Earlier this month, Netanyahu renewed his promise to annex all Israeli settlements in the occupied West Bank.
More than 628,000 Israeli settlers live in illegal settlements in the West Bank and Jerusalem, according to Human Rights Watch.
In 2017, Israel agreed on plans to establish 10,536 housing units in its settlements in the West Bank, compared to 4,611 units between 2015-2016, according to the Peace Now non-governmental Israeli organisation.
“Netanyahu is in the midst of a death match for his political career and he is leaning hard onto the one issue that has always helped him defeat his political opponents: security,” Nicholas A Heras, Middle East Security fellow at the Center for a New American Security told Daily News Egypt.

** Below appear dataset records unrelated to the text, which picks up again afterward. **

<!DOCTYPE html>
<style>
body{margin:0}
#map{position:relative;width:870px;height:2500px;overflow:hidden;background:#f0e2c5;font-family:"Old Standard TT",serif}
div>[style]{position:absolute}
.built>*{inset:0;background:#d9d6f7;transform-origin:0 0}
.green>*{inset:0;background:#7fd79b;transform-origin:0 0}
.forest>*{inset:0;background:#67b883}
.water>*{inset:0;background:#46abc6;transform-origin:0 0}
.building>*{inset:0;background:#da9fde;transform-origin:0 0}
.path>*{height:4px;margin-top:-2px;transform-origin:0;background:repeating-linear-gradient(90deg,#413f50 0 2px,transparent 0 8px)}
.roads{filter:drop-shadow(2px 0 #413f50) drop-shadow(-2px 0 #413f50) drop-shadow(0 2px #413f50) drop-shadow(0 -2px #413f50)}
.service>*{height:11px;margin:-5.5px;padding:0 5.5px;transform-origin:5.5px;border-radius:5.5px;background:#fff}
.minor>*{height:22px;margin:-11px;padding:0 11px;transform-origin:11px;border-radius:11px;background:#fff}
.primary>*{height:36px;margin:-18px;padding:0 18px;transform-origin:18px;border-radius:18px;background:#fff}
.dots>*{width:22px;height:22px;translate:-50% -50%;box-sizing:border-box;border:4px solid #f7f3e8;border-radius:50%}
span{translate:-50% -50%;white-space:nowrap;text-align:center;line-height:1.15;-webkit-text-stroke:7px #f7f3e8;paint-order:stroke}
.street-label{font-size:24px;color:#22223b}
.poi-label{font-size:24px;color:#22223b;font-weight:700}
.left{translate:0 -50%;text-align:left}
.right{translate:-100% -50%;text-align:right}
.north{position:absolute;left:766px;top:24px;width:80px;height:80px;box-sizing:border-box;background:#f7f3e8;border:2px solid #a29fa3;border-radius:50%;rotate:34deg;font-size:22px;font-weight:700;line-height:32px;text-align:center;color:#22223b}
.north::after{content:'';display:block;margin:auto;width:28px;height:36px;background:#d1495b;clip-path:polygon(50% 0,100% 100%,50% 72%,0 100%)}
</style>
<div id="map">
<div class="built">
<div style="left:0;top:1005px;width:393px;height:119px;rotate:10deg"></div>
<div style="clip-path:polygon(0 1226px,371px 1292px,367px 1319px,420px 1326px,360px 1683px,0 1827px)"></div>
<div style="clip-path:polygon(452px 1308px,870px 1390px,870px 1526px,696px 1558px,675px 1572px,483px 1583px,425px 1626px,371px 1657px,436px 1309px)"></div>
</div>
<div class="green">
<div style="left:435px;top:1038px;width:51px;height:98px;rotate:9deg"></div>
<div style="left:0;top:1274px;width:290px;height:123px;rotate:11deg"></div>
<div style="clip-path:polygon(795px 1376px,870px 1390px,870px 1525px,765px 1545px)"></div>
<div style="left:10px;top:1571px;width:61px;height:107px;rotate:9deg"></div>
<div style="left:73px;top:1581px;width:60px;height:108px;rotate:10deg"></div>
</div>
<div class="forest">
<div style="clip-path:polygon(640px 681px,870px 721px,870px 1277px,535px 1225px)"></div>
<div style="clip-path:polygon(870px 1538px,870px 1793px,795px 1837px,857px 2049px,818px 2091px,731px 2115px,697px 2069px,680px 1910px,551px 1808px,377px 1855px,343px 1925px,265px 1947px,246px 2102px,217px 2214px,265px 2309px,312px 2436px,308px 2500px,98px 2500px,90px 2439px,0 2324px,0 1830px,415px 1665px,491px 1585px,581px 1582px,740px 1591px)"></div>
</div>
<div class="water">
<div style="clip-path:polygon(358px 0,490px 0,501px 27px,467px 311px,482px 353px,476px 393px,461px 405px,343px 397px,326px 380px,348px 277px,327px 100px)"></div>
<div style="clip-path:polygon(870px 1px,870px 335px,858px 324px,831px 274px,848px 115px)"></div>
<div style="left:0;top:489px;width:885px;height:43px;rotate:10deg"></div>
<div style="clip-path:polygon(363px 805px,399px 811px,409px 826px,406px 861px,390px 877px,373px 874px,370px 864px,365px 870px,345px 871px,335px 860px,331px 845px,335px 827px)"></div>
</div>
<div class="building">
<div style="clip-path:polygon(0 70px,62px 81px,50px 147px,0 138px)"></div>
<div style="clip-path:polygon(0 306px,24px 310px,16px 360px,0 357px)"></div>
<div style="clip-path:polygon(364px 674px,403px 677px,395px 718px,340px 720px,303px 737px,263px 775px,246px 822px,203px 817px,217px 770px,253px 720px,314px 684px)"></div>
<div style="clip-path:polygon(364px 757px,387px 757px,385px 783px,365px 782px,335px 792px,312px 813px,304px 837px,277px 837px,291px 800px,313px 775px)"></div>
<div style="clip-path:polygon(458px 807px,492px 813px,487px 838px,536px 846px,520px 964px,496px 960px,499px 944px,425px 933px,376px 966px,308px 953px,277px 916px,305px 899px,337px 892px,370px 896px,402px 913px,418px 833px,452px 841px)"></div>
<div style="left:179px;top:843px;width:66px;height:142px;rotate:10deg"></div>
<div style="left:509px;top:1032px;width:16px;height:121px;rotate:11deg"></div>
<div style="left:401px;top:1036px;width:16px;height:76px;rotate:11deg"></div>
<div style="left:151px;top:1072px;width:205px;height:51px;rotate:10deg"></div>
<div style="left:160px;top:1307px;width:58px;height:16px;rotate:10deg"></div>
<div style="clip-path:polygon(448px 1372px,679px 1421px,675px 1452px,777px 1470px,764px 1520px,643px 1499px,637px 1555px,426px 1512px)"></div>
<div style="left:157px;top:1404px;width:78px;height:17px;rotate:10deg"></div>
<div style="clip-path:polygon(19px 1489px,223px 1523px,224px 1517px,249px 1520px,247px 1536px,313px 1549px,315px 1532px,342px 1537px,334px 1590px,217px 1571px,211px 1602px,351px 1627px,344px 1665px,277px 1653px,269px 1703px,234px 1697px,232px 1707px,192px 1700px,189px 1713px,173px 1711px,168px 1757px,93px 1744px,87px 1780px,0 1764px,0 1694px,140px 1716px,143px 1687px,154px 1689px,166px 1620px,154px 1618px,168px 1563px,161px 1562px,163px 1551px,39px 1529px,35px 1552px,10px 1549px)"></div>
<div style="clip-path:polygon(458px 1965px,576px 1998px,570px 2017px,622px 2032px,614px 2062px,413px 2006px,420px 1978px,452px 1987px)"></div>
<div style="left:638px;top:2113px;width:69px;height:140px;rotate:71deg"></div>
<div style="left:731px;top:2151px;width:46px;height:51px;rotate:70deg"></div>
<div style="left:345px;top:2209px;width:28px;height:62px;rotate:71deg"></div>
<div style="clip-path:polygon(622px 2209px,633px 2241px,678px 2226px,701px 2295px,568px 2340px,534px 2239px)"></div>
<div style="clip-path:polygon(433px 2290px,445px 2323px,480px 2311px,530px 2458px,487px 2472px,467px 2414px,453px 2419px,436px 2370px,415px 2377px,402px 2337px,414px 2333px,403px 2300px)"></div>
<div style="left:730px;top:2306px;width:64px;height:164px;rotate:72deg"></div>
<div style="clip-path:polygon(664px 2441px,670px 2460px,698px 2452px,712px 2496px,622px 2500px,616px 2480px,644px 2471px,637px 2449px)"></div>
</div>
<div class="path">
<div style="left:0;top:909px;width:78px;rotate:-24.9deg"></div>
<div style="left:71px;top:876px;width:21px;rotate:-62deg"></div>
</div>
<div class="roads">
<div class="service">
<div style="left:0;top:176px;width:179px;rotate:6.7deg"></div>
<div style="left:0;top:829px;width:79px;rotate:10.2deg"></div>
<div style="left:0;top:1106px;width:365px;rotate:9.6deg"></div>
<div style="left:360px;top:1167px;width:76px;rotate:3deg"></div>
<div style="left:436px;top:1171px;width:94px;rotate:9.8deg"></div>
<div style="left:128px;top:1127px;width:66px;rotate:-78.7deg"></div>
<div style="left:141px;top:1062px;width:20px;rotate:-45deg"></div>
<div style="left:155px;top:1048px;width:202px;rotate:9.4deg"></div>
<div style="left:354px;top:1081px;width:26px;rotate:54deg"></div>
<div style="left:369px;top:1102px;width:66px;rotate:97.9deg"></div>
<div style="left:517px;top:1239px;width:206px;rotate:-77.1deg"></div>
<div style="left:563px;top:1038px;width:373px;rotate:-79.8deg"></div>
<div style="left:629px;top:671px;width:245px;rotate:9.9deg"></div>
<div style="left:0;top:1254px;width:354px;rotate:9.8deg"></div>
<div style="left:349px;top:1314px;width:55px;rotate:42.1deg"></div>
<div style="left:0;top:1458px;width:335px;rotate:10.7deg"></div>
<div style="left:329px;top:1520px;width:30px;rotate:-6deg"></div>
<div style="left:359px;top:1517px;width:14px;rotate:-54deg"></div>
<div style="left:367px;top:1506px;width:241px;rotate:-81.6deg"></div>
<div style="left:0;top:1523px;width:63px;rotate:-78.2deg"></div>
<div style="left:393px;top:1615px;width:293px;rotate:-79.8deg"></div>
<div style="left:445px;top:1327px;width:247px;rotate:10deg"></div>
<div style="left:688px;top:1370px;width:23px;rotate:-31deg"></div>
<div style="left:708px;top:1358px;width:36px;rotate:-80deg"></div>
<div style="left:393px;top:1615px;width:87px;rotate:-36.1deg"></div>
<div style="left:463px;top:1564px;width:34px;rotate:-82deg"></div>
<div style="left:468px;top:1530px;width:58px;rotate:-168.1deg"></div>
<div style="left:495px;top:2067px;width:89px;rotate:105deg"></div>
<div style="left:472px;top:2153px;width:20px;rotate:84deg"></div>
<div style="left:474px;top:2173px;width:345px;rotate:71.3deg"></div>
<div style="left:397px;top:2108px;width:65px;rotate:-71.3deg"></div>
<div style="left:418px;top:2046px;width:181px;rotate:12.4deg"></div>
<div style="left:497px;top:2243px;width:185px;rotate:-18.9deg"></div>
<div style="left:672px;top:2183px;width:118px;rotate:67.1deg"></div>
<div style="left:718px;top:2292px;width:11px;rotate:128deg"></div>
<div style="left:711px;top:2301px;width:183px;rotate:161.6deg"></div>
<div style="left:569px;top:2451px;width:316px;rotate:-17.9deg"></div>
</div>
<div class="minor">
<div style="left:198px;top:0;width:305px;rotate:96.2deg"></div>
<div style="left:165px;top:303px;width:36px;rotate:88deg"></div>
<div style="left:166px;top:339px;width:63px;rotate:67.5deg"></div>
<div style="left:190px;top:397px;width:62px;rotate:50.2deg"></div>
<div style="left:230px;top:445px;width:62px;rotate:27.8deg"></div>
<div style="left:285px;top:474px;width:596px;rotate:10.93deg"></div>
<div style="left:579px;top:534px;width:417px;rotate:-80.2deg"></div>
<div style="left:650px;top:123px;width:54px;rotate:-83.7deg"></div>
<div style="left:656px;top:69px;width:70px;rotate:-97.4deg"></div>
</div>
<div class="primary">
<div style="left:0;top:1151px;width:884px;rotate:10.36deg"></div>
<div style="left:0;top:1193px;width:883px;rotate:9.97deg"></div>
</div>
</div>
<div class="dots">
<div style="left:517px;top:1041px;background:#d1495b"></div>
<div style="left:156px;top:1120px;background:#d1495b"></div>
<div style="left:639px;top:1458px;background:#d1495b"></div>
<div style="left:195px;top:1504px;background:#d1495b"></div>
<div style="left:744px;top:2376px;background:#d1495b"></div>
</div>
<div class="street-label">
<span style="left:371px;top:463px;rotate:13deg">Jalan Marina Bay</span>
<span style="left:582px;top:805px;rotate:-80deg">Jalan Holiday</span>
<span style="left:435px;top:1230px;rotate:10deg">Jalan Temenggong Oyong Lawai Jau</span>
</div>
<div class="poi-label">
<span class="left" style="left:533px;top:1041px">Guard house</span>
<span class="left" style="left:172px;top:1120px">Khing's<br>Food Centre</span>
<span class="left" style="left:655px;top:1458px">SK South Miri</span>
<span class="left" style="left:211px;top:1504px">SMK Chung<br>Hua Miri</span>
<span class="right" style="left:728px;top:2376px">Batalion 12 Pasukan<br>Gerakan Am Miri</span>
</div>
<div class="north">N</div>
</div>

“There is no doubt that Netanyahu made his remarks concerning the Jordan River Valley to appeal to Israeli voters who are worried that the Jordanian side of the border with the West Bank could be a revolving door for terrorist groups to attack Israel,” Heras continued.
On Russia’s visit, Heras explained that he visited Putin to show Israelis that “only he, Benjamin Netanyahu, has the personal connection and strength to deal with the Russian leader on equal terms to ensure that Israel’s northern border with Syria is not breached by Iran.”

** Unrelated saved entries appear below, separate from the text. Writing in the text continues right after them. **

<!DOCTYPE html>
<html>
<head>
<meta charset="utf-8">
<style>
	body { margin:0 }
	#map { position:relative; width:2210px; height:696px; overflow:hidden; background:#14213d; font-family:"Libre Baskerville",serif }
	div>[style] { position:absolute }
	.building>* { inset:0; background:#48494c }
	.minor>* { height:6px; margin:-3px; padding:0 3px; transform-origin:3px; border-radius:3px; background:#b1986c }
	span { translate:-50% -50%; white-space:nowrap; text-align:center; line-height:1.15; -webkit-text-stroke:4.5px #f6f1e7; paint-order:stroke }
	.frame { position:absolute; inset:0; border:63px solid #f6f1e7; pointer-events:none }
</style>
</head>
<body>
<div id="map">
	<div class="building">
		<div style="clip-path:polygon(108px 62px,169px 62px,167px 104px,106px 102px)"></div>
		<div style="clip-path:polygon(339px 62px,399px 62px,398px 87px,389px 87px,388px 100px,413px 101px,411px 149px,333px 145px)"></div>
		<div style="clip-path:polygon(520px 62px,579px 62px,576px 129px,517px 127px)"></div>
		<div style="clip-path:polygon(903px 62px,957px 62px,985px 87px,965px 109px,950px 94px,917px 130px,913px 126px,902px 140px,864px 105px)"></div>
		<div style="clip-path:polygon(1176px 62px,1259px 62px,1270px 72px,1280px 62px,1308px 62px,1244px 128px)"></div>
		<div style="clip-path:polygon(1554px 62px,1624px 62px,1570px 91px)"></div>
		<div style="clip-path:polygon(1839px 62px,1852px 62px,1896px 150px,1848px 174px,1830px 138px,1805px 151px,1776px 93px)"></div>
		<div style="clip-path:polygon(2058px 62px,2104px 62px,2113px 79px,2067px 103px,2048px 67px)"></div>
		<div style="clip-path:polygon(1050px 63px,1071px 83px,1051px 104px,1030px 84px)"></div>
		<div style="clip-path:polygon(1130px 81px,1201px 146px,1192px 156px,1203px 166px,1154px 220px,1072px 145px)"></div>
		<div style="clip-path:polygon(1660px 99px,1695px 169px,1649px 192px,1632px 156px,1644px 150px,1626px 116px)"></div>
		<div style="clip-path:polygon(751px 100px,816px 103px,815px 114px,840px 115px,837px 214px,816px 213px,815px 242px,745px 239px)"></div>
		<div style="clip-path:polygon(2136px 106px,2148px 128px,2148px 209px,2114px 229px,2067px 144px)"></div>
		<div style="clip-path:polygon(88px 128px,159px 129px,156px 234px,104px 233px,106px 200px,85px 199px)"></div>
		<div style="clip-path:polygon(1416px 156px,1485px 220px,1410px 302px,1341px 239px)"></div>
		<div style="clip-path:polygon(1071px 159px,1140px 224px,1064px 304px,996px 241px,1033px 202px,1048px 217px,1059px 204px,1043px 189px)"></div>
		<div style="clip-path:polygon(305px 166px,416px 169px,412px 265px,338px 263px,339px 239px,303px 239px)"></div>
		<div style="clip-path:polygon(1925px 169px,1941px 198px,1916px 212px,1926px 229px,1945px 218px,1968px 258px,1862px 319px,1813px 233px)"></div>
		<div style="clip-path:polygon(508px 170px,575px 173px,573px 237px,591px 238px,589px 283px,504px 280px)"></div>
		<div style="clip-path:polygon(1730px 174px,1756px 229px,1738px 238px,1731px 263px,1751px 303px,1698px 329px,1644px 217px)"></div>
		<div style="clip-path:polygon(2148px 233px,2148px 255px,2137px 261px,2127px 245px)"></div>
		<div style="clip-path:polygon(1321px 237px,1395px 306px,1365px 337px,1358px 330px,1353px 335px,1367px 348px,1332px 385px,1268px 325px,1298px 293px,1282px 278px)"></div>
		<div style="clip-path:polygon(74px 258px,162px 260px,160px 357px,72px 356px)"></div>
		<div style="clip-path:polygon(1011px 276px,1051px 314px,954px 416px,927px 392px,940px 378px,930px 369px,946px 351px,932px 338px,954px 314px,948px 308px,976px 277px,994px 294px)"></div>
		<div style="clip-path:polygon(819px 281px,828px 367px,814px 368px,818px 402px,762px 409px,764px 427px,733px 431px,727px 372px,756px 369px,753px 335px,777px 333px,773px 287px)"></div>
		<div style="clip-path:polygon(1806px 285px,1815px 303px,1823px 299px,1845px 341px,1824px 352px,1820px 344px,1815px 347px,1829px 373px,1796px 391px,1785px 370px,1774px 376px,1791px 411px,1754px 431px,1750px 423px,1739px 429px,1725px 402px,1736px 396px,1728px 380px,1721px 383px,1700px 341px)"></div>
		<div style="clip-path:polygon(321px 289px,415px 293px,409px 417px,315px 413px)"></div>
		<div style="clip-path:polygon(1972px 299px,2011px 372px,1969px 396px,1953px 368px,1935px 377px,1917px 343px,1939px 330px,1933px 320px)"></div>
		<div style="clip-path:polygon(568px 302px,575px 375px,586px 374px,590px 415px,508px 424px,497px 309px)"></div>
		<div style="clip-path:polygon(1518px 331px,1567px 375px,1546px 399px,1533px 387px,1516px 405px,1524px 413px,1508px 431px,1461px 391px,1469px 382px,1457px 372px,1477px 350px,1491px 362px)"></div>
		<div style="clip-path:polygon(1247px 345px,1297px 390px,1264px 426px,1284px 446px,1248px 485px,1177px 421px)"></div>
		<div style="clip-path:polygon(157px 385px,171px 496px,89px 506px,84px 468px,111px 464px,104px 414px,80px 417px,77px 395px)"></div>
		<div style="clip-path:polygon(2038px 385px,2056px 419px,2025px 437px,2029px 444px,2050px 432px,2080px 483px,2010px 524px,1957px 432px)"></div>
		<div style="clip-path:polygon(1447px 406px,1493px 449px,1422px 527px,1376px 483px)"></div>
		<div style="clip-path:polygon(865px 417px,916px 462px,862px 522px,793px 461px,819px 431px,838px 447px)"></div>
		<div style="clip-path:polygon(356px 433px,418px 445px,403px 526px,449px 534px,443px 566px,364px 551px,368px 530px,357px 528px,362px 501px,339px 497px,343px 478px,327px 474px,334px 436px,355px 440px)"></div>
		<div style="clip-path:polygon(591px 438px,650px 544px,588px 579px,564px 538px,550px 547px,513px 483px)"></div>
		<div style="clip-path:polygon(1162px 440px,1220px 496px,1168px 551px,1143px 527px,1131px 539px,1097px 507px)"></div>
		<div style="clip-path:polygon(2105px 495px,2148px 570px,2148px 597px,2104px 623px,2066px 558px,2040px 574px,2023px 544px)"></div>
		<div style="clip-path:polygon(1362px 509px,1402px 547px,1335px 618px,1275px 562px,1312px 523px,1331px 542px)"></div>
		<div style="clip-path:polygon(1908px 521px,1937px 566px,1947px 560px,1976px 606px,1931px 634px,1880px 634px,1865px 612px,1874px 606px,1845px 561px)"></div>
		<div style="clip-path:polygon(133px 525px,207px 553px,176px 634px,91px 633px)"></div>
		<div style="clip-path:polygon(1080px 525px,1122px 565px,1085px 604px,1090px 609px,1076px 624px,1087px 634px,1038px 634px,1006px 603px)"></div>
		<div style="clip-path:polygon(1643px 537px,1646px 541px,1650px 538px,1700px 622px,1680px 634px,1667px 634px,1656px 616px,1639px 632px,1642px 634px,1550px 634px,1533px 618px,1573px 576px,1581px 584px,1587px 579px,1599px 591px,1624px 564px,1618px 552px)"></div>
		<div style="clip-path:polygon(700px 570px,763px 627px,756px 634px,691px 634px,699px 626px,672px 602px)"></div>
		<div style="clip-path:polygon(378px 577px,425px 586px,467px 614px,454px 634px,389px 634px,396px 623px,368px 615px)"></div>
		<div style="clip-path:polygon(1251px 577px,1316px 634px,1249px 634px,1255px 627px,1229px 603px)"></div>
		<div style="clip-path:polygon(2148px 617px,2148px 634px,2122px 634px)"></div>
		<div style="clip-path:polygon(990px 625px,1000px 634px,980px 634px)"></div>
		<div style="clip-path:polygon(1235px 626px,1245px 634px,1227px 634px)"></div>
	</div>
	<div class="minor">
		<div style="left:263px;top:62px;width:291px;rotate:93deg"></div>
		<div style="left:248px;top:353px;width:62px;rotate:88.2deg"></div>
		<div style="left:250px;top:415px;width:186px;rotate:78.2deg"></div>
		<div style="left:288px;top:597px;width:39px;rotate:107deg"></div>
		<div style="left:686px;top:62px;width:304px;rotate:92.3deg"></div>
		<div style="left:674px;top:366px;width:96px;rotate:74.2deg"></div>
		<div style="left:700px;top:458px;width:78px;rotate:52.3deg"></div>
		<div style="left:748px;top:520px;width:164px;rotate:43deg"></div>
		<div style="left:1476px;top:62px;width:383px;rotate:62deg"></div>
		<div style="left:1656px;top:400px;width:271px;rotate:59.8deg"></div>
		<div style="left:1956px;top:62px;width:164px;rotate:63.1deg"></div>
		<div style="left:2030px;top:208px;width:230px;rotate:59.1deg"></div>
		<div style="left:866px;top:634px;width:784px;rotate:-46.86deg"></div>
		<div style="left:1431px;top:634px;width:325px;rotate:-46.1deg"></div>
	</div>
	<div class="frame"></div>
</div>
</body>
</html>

“Netanyahu wants Israeli voters to associate him with the word “security,” and this effort is a major part of his re-election campaign,” Heras highlighted.
On a possible war in Gaza or with Iran-backed Hezbollah, Heras pointed out that Netanyahu is more likely to go back to war with Hamas than with Hezbollah for a simple reason. “There is a powerful voting bloc of security-focused Israelis who live close to Gaza, and their support is essential if Netanyahu wants to remain prime minister if he is re-elected.”
“Hamas is also a much weaker actor in comparison to Hezbollah, and Netanyahu is a risk-averse leader who would not want to risk a major war with Hezbollah that would bring in Iran and could lead to mass destruction within Israel,” Heras noted. “The stakes, both political and regarding the existential survival of Israel, are much, much higher for Netanyahu if there was a war with Hezbollah,” Heras concluded.